Re: [PATCH] prctl: remove one-shot limitation for changing exe link

From: Stanislav Kinsburskiy
Date: Wed Aug 10 2016 - 23:39:51 EST




30.07.2016 19:31, Eric W. Biederman пишет:
Cyrill Gorcunov <gorcunov@xxxxxxxxx> writes:

On Mon, Jul 25, 2016 at 02:56:43PM -0500, Eric W. Biederman wrote:
...
Also there is a big fat bug in prctl_set_mm_exe_file. It doesn't
validate that the new file is a actually mmaped executable. We would
definitely need that to be fixed before even considering removing the
limit.
Could you please elaborate? We check for inode being executable,
what else needed?
That the inode is mmaped into the process with executable mappings.

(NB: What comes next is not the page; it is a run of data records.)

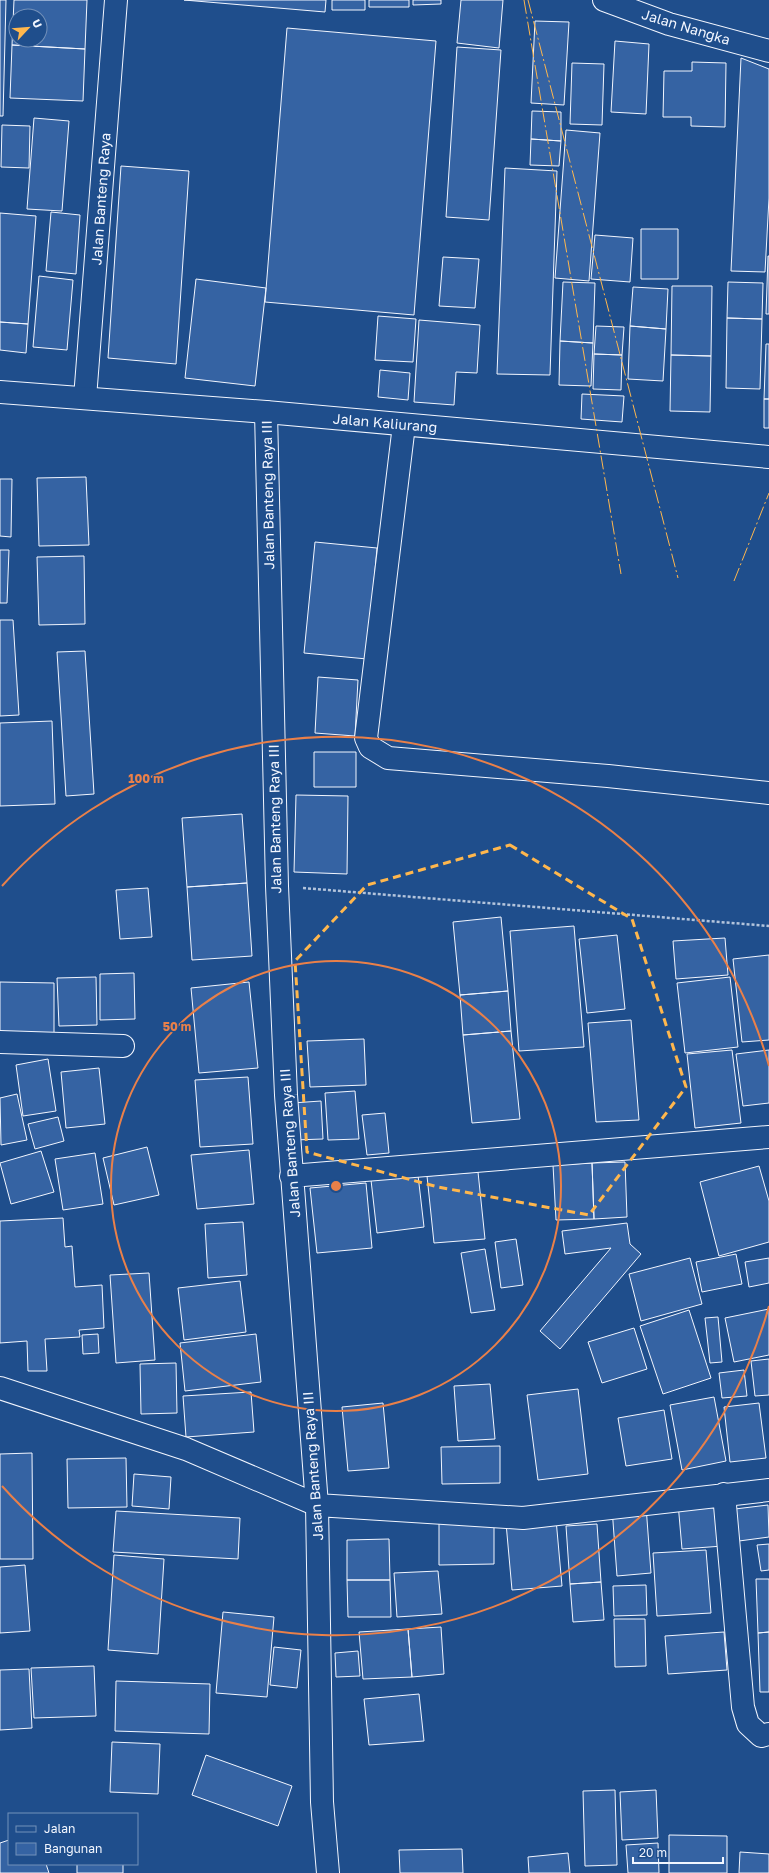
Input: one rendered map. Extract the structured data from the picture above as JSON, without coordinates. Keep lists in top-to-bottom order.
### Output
{
  "streets": {
    "street": [
      "Jalan Nangka",
      "Jalan Banteng Raya",
      "Jalan Kaliurang",
      "Jalan Banteng Raya III"
    ]
  },
  "crossings": [
    ["Jalan Banteng Raya", "Jalan Kaliurang"],
    ["Jalan Kaliurang", "Jalan Banteng Raya III"]
  ],
  "legend": ["Jalan", "Bangunan"],
  "scale_bar": "20 m",
  "north": "top right",
  "rings": ["100 m", "50 m"]
}
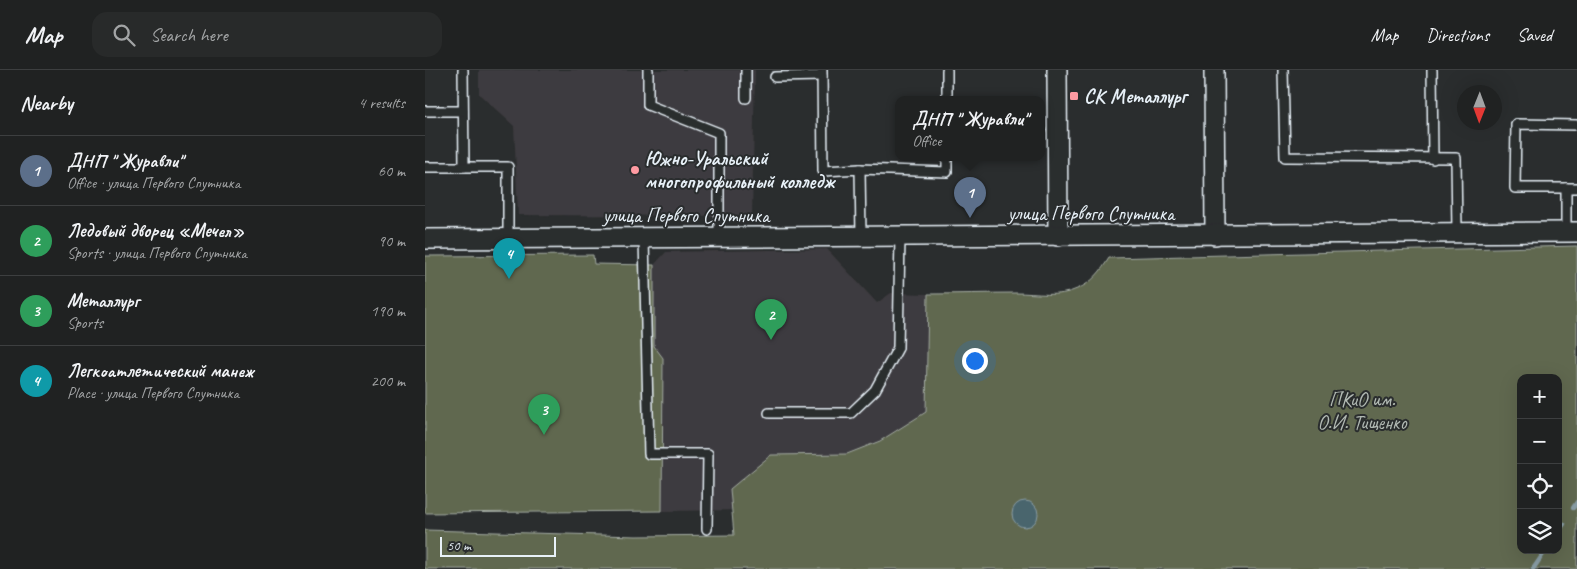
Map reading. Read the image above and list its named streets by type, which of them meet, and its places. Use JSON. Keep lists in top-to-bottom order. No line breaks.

Effectively what we check the old mapping for and refuse to remove the old
mm_exe_file if it exists.

I think a reasonable argument can be made that if the file is
executable, and it is mmaped with executable pages that exe_file is not
a complete lie.
I might be missing something obvious, so sorry for the question --
when criu setups old exe link the inode we obtain from file open
is not mapped into memory, the old exe not read by anyone because
it's not even executed anyhow. So I don't really understand which
mapping we should check here. Mind to point me?
That sounds like an out and out bug that should not be preserved.
Of course we should mmap the executable and set it up so that it can be
executed (at least as much as the executable was previously mapped).
Anything else is a buggy restart, and lying to userspace.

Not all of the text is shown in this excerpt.